Wearing a vintage Girl Scout uniform, Raina Belleau MFA 15 SC walked around Leave No Trace, her massive mixed-media installation of a wild turkey perched on top of a dead moose lying on a bed of Astroturf. She made the piece using cedar shingles, fiberglass, nylon rope and other objects typically found in messy garages.
“I’m interested in the ways suburban sprawl affects wildlife,” explains Belleau. “Our country’s natural landscape is so much a part of our identity – yet we’re killing it in the pursuit of the American Dream.”
The loud booms and crashes coming from Neo-Chicano Vista, a series of digital animations designed to resemble arcade games from the 1990s, also attracted plenty of curious viewers.

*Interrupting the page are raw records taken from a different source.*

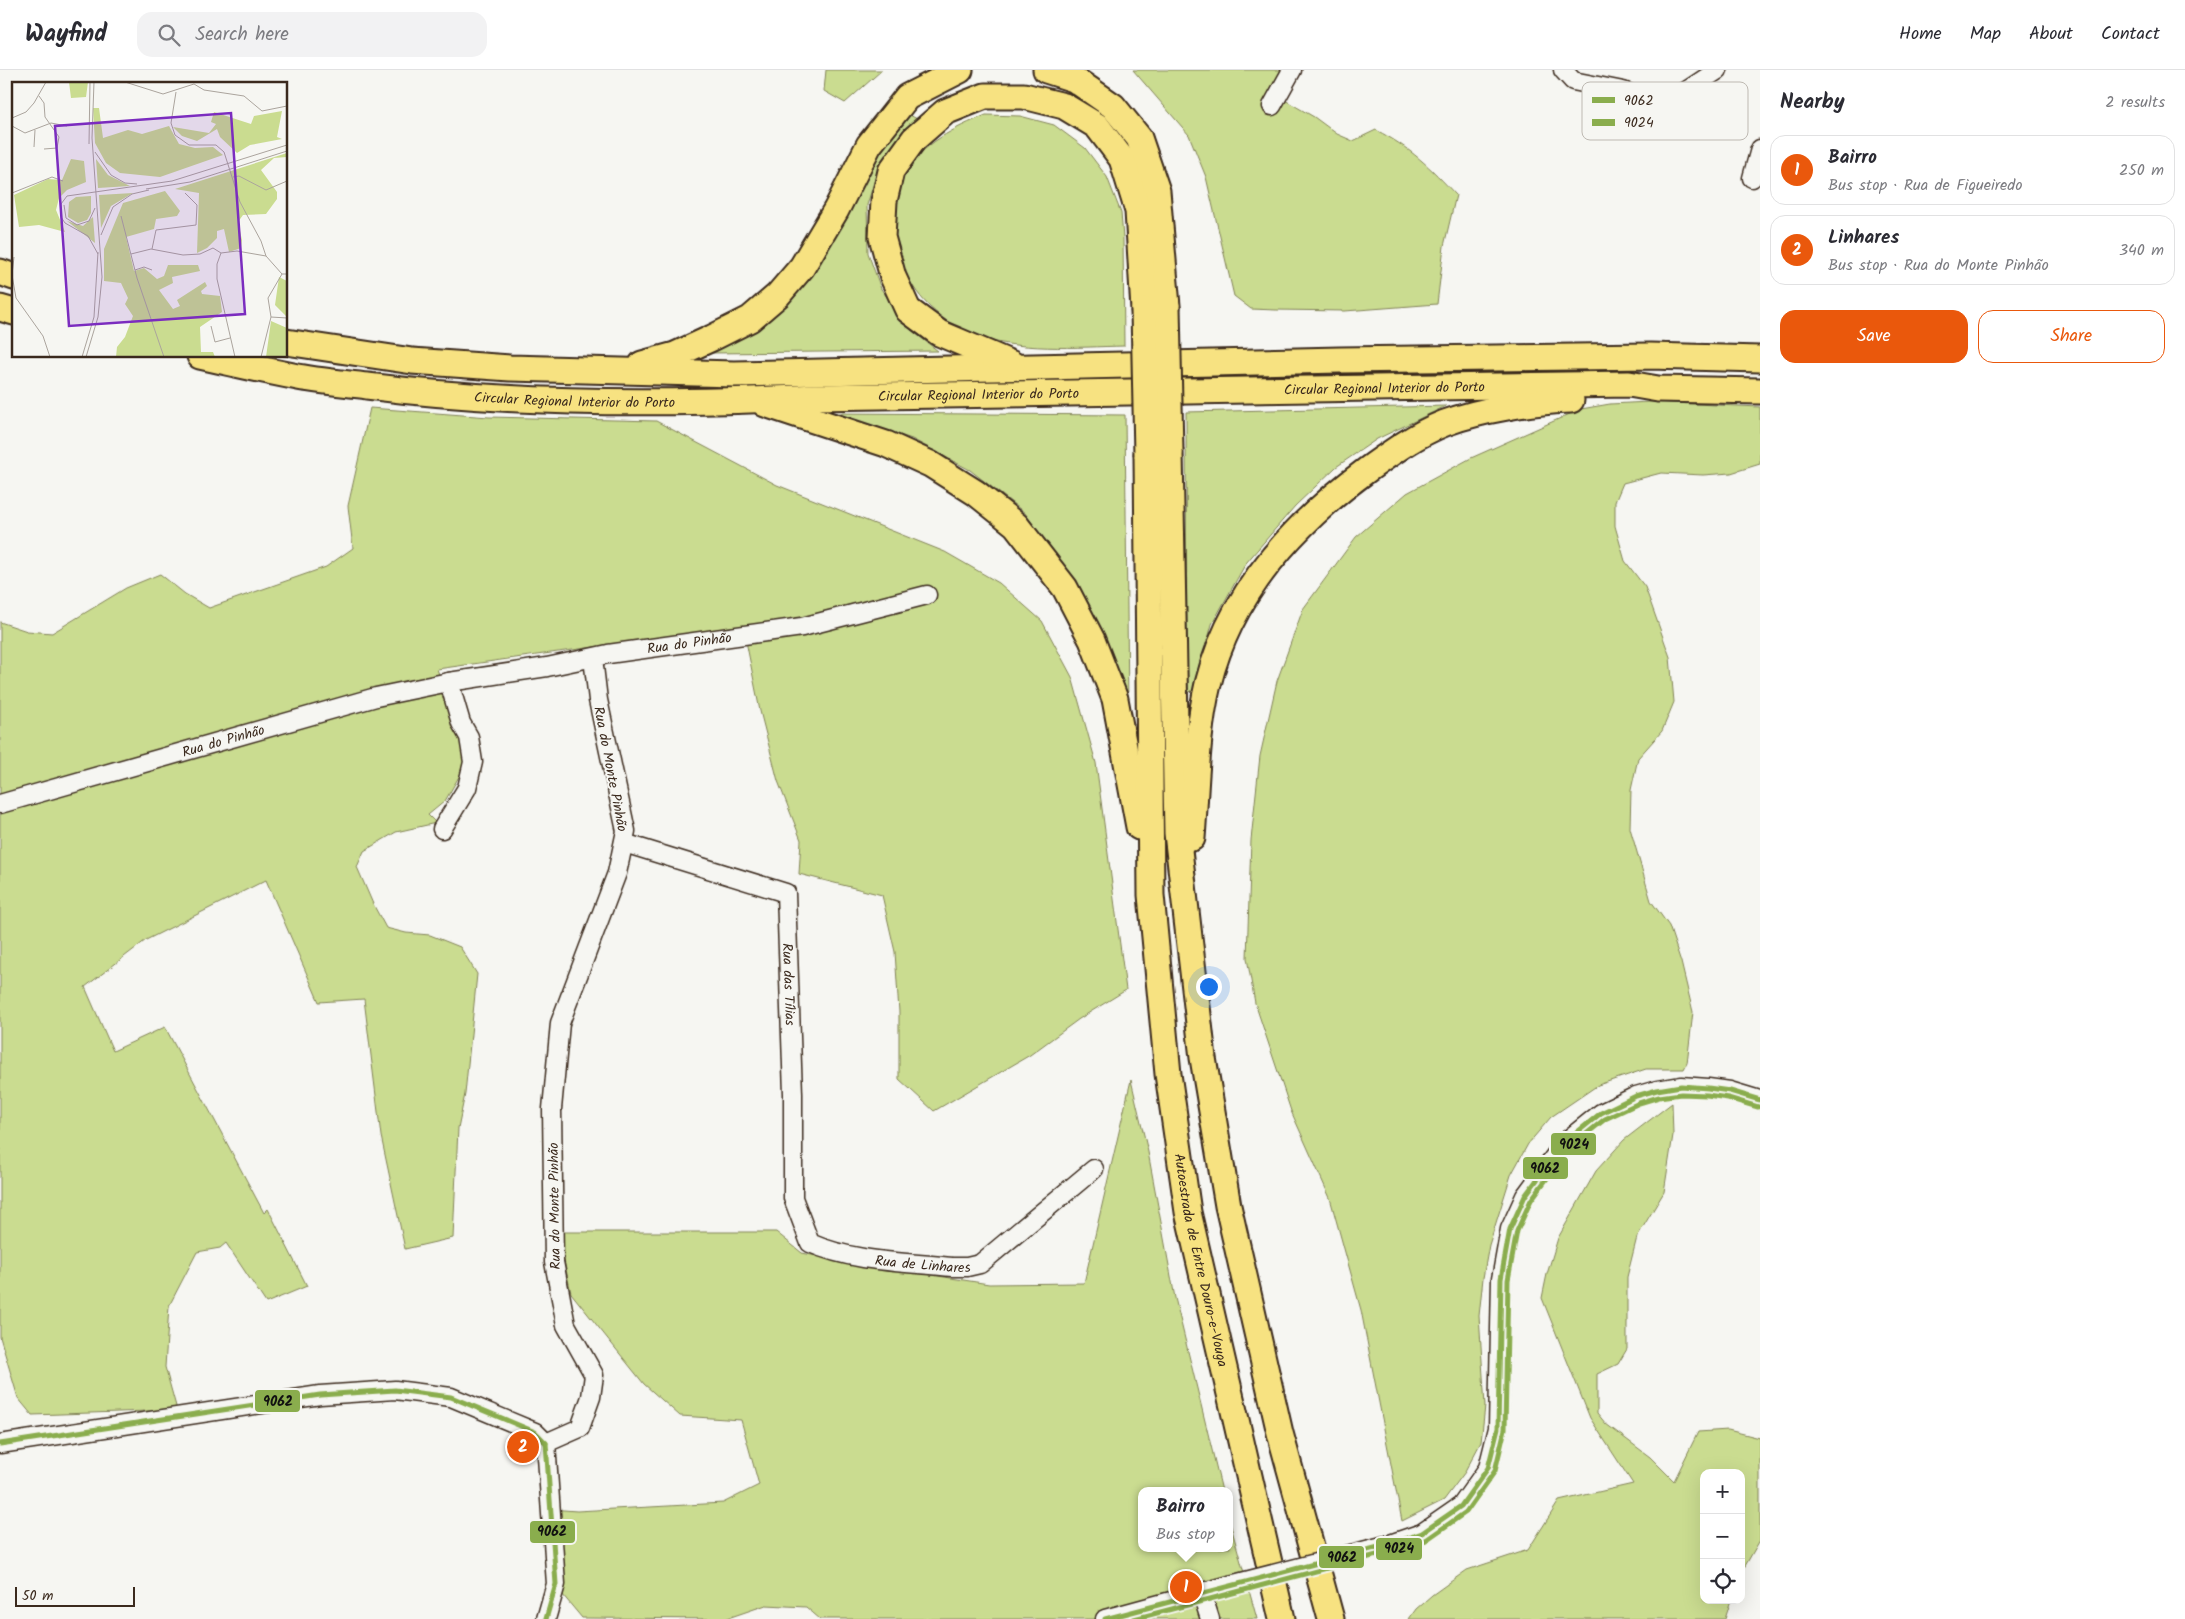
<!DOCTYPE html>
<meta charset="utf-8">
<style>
:root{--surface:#fff;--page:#f2f2f3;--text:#2b2b33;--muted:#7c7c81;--line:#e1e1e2;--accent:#ea580c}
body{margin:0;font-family:Kalam,sans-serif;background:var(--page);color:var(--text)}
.controls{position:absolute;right:15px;bottom:15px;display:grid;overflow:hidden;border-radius:10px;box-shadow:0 5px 20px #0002}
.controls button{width:45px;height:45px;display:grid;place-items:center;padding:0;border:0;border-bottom:1px solid var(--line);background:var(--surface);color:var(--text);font:25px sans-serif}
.scale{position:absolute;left:15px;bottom:12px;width:120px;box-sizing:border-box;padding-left:5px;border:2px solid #3b2a1e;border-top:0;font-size:14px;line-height:18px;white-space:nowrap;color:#3b2a1e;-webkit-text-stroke:4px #f6f6f2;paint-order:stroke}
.you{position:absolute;left:1208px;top:916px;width:18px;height:18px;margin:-12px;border:4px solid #fff;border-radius:50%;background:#1a73e8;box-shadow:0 0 0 8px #1a73e833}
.badge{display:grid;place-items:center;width:32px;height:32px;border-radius:50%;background:var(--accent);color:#fff;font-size:16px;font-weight:700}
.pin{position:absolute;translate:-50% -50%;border:2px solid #fff;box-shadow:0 1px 5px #0006}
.popup{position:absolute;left:1138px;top:1417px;width:95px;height:65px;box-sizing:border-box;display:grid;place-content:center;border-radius:10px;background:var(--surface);filter:drop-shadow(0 1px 4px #0005);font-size:16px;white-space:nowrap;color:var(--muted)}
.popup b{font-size:19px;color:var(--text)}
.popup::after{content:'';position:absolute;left:50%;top:100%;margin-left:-10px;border:10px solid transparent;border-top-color:var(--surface)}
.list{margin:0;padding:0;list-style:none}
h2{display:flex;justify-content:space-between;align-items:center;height:65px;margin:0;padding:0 20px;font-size:21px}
h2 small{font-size:16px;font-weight:400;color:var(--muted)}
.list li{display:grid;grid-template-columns:32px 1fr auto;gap:15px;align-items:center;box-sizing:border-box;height:70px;margin:0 10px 10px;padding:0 10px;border:1px solid var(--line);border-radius:15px}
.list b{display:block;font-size:19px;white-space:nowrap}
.list p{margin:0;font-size:16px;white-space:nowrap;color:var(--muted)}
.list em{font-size:16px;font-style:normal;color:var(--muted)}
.actions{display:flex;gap:10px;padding:15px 20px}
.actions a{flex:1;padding:11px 0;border:1px solid var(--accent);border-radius:15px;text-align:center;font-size:18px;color:var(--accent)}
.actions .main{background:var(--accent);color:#fff}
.icon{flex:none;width:28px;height:28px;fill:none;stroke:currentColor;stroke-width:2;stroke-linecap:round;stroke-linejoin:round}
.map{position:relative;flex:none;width:1760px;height:1549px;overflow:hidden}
header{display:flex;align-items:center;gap:30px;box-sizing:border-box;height:70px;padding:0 25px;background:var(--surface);border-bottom:1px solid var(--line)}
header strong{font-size:24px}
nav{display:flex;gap:28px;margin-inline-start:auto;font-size:18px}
.search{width:350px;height:45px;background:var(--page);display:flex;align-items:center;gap:12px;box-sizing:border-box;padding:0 18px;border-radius:15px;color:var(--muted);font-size:19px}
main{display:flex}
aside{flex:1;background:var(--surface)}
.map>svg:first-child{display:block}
.green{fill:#cadc90;stroke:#828357}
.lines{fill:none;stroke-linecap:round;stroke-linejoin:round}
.minor-casing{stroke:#3b2a1e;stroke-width:21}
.highway-casing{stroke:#3b2a1e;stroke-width:29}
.minor{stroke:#f6f6f2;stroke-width:18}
.highway{stroke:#f7e281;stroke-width:25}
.minor-bridge-casing{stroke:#3b2a1e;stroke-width:21;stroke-linecap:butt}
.highway-bridge-casing{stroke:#3b2a1e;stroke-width:29;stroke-linecap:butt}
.minor-bridge{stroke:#f6f6f2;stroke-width:18}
.highway-bridge{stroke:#f7e281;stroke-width:25}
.bus-1-casing{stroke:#f6f6f2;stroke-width:9}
.bus-2-casing{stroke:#f6f6f2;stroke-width:9}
.bus-1{stroke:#8aad4d;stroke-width:5}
.bus-2{stroke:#8aad4d;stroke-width:5}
.labels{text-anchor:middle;stroke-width:4;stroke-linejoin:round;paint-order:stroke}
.street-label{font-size:14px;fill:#3b2a1e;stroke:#f6f6f2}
.inset-road{fill:none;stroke:#aba49d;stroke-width:1}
.view{fill:#7b2cbf;fill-opacity:0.15;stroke:#7b2cbf;stroke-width:2.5}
.inset-edge{fill:none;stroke:#3b2a1e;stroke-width:2.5}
.key{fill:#f6f6f2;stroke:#beb9b2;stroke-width:1}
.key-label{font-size:14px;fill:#3b2a1e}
.line-badge{stroke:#f6f6f2;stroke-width:2}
.pale-badge-label{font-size:14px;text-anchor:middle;font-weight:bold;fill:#111}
</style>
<header>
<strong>Wayfind</strong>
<div class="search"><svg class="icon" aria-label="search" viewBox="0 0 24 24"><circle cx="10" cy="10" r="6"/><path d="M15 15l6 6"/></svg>Search here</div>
<nav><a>Home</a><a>Map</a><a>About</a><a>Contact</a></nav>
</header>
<main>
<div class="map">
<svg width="1760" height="1549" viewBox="0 0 1760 1549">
<rect width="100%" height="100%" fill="#f6f6f2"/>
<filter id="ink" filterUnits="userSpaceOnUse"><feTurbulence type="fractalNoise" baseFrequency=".02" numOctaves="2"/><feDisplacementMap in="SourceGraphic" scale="10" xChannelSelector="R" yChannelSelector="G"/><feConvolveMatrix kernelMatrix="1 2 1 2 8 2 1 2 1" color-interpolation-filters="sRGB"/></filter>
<g filter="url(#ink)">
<g class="green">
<path d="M826,0h56l-37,33 -21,-12z"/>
<path d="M1133,0h156l-6,29 31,18 23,17 16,7 23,-11c35,18 54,37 80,65l-12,51 -7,58 -92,7 -69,-1 -25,-1 -17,-13 -28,-119 -17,-42z"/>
<path d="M908,44l9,5 -37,44 -13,42 1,48 13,36 30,41 27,21 -229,2 45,-29 122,-173z"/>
<path d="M986,45l34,1 34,9 31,23 22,29 14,36 2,25 1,108c-46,1 -108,6 -151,-11 -56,-23 -91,-80 -75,-140 2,-6 3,-15 6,-21 18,-31 51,-46 82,-59z"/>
<path d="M1650,332l110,5v57l-29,9 -28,2 -42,-2 -38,10 -8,19v24l10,35 20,26 25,70 4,45 -12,29 -24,27 -7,32 -1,38 21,73 18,25 12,36 12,50 -6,51 -3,6h-38l-48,16 -47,32 -23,27 -17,31 -22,70 -6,33 -4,38 6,90 -4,36 -16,30 -21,28 -42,21 -41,-211 -31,-112 -39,-87 -36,-108 -8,-45 4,-118 9,-84 17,-75 26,-72 53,-72 51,-44 64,-35 110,-49 29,-5z"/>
<path d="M1446,336l-69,33 -41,28 -41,39 -49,57 -34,61 -18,67 -7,1 -1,-280z"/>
<path d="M370,338l119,9 167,4 121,64 168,67 54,31 43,38 30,56 24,86 30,227 -47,29 -49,36 -96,56 -35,-32v-67l-4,-60 -13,-57 -83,-21 2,-34 -23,-59 -18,-70 -17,-85 -306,43 23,61 5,36 -20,35 -17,14 8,8 -40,9 -32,19 -7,16 16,37 13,24 20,5 24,2 30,12 17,27 -12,120 -7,34 -5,110 -48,11 -24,-113 -17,-137 -45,3 -53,-122 -120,60 -61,47 28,64 52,-24 99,186 4,-4 39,77 -41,17 -40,-60 -6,5 -23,4 -28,54 -4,61 12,43 -145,5 -14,-17 -18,-61v-715l27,9 25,2 74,-45 34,-14 25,20 24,14 117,-41 27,-19 -5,-42z"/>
<path d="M834,343l291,2 3,293 -59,-129 -44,-66 -55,-43 -58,-31z"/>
<path d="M1131,1010l17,72 27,146 47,193h-80v57h88v-25l27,96h-437l-14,-12 -40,-2 -41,14 -143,-1 -20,-24 -12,-85 27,2 146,-8 36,-18 -18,-65 -61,-4 -36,-32 -73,-91 -13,-61h218l26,21 34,7 153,24 95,-1z"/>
<path d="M1672,1033l1,32 -9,57 -27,45 -10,40v72l-9,15 -21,10v39l9,11 44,33 24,24 24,-49 30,-2 32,8v102l-19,33v-100h-37v127h27l-6,19h-316l7,-10 16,-14 35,-25 61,-20 31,-49 74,-17 -43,-66 -48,-120 5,-24 11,-36 38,-67 28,-31z"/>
</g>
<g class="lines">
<g class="minor-casing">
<g id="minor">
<path d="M1563,0l10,11 50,10 14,6 18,3 22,-3 41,-27"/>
<path d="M1272,36l20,-36"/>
<path d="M1752,108l8,-29"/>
<path id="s1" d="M0,734l376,-107 73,-15 98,-15 61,-13 194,-27 125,-32"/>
<path d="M442,759l25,-41 6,-26 -4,-25 -8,-14 -12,-41"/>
<path id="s2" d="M624,773l162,50 7,201v104l17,45c43,19 94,19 142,24h15l13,-3 114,-95"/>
<path d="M546,1373l34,-15 11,-31 3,-22 -28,-50 -12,-63 -2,-153 8,-86 57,-150 9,-42 -28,-131 -5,-42"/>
<path d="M546,1373l10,141 -10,35"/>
<path d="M0,1374l320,-49 75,-5 56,7 84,35 11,11"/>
<path d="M1390,1474l32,-11 39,-27 27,-38 10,-40 3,-149 9,-50 15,-33 40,-54 36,-29 35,-17 21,-6 24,-4 27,2 22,3 30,9"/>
<path d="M1202,1524l8,25"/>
<path d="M1105,1549l125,-34"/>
</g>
</g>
<g class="highway-casing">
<g id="highway">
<path d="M1046,0l28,9 39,27 26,32 18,53 10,115"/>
<path d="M0,202l14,5"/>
<path d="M0,238l14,4"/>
<path d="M286,272l126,19 98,7 224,6 606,-14 310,-4 110,3"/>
<path id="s3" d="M200,286c31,7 62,14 93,20 24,5 50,7 74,10 149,19 299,19 449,11l813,-13 29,5 102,2"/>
<path d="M642,294l33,-9 37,-17 38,-19 28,-24 24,-28 34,-57 33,-65 38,-48 53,-27"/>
<path d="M1012,294l-73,-31 -31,-23 -15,-33 -11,-40 2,-36 7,-30 23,-32 31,-27 40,-16h39l40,10 33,20 25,33 16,52 6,99"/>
<path d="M765,334l121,40 44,20 46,29 40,32 49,63 27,52 23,59 24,128"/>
<path d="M1170,382l7,381 26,225 25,148 52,227 51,186"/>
<path id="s4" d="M1147,385l4,440 17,179 20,138 94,407"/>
<path d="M1192,768c4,-51 4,-104 16,-154 22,-90 87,-161 159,-214 25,-18 50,-36 78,-47 35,-13 89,-22 126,-23"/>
</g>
</g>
<use href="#minor" class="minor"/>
<use href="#highway" class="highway"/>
<g class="minor-bridge-casing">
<path id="minor-bridge" d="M1230,1515l160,-41"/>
</g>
<g class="highway-bridge-casing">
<g id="highway-bridge">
<path d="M1167,236l3,146"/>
<path d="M1144,240l3,145"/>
</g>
</g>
<use href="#minor-bridge" class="minor-bridge"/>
<use href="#highway-bridge" class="highway-bridge"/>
<g class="bus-1-casing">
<g id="bus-1">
<path d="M546,1373l10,141 -10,35"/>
<path d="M0,1374l320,-49 75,-5 56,7 84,35 11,11"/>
<path d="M1105,1549l285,-75 32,-11 39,-27 27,-38 10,-40 3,-149 9,-50 15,-33 40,-54 36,-29 35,-17 21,-6 24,-4 27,2 22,3 30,9"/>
</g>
</g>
<g class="bus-2-casing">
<path id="bus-2" d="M1134,1549l258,-68 34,-11 40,-28 29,-41 10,-42 3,-149 9,-49 14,-31 39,-53 35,-28 34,-16 20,-6 22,-3 26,1 21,3 30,9"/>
</g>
<use href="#bus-1" class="bus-1"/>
<use href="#bus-2" class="bus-2"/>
</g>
</g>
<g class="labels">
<g class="street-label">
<text dy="5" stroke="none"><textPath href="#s3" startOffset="1188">Circular Regional Interior do Porto</textPath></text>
<text dy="5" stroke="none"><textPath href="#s3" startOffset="782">Circular Regional Interior do Porto</textPath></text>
<text dy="5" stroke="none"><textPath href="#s3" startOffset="378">Circular Regional Interior do Porto</textPath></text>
<text dy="5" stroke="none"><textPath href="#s1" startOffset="709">Rua do Pinhão</textPath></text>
<text dy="5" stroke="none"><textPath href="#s1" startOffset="232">Rua do Pinhão</textPath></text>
<text transform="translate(611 699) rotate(79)" y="5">Rua do Monte Pinhão</text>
<text dy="5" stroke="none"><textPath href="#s2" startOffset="261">Rua das Tílias</textPath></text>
<text transform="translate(554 1136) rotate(-91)" y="5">Rua do Monte Pinhão</text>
<text dy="5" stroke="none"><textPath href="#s4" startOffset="809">Autoestrada de Entre Douro-e-Vouga</textPath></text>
<text dy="5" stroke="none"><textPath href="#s2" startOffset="638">Rua de Linhares</textPath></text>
</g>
</g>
<g transform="translate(12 12)">
<rect width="275" height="275" fill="#f6f6f2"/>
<path d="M57,0h19l-2,15 -15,1zM81,26h6l4,30 25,-8 14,4 27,-8 10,18 16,4 18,-1 10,8 -63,22 -40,-4 -14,-10 -11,-20zM270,29l-5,26 5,2 -32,6 -13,8 -17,-16 -3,-8 -20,12 -15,-5 -9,-9 36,6 7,-9 -5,-2 3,-10 37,12 3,-8zM275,71v4l-13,1 -13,12 16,22v7l-11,15 -23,1 -5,7 4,18 -1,8 -12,4 -5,-23 -7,2v7l-10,10 -10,5 2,-60 -24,-4zM59,77l13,2 2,21 -19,8 -8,8 -3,12 9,22 -26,-7 -20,2 -5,-32 34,-16 14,1zM84,77l12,16 22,11 -32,2zM153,109l15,20 -3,5 -21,3 -2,10 -28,8 8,34 10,-3 13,11 7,-3 4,-11h30l2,6 -28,6 1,6 -14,7 14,19 7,-3 -3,-6 28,-18 2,4 -6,5 1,3 18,2 2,16 -22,15 1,25h12l2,5h-99l1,-10 8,-10 8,-21 -8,-12 3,-6 -7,-15 -17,-2v-32l19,-46zM121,111l-22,13 -10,22 -2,-33zM79,114v17l-4,7 -9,3 -10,-6 1,-15 7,-5zM81,135l2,26 -28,-22 16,5zM267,195l8,4v36l-12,-12zM259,239l16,7v29h-21z" fill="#cadc90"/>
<path class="inset-road" d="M113,0l38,12 31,-10M182,2l10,6 40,6 18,15 25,-5M164,10l-5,31 4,12 14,10h27l8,7 16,50 21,39 5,15 16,18h5M27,14l5,7 1,14 14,20 -2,11 -13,1M0,36l14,-6 8,-9 12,-21M39,41l16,3M0,44l13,7 26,-10M77,62l1,-62M22,65l1,-17M83,70l16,23 14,8 12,1M221,95l6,-1 27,14 21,-9M134,107l44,-7 97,-31M0,111l40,-16 11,4M52,123l2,13 11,7 12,-4 6,-13M109,134l16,62 27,79M89,153l12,-28 19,-13 17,-4M140,167l4,-19 40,-5 1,-20 -12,-12M209,171l-4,11v15l18,78M209,171l16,-2 29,5M86,172l-10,-18 -23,-13 -4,-6v-13l6,-8 105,-15 115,-36M119,172l20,-5 32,6 17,-1 13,-6 8,5M123,188l9,-3 8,3M0,193l4,23 27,38 7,21M0,193l2,-18M259,235l16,1M199,244l4,16 15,-4M70,275l12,-40 4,-65M74,275l12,-40 4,-40 -10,-139 2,-56M249,275l10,-40 -3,-19 14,-24"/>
<path class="view" d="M219,31l14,201 -176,12 -14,-200z"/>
<rect width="275" height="275" class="inset-edge"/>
</g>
<rect x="1582" y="12" width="166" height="58" rx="8" class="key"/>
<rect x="1592" y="27" width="23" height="6" fill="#8aad4d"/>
<rect x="1592" y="49" width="23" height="7" fill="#8aad4d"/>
<g class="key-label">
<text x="1624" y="35">9062</text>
<text x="1624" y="57">9024</text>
</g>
<g class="line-badge">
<rect x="1550" y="1062" width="47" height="24" rx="5" fill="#8aad4d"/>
<rect x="1522" y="1086" width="47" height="24" rx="5" fill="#8aad4d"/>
<rect x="254" y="1319" width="47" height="24" rx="5" fill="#8aad4d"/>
<rect x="529" y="1450" width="47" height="24" rx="5" fill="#8aad4d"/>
<rect x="1375" y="1467" width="48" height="24" rx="5" fill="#8aad4d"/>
<rect x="1318" y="1475" width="47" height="24" rx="5" fill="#8aad4d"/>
</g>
<g class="pale-badge-label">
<text x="1574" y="1079">9024</text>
<text x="1545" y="1103">9062</text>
<text x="278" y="1336">9062</text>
<text x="552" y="1466">9062</text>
<text x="1399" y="1483">9024</text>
<text x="1342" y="1492">9062</text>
</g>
</svg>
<div class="controls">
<button>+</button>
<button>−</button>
<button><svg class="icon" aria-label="locate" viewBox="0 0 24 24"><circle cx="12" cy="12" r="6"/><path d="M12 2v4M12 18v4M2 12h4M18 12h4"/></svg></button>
</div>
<div class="scale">50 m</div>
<div class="you"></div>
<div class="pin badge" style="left:1186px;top:1517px">1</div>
<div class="popup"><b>Bairro</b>Bus stop</div>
<div class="pin badge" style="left:523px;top:1377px">2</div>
</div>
<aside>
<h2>Nearby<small>2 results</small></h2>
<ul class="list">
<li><span class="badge">1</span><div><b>Bairro</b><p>Bus stop · Rua de Figueiredo</p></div><em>250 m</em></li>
<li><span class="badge">2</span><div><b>Linhares</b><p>Bus stop · Rua do Monte Pinhão</p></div><em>340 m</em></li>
</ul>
<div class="actions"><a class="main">Save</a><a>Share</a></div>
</aside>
</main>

Each of the brilliant works includes imagery inspired by ancient Mayan folktales that touch upon themes of family and religion.
“I'm always building upon stories connected to my Mexican ancestry,” explains Michael Menchaca MFA 15 PR, who’s showing the provocative piece as part of the final body of work he produced at RISD. “To me this work can be interpreted as a fantastical next step – an evolution of Chicano art.”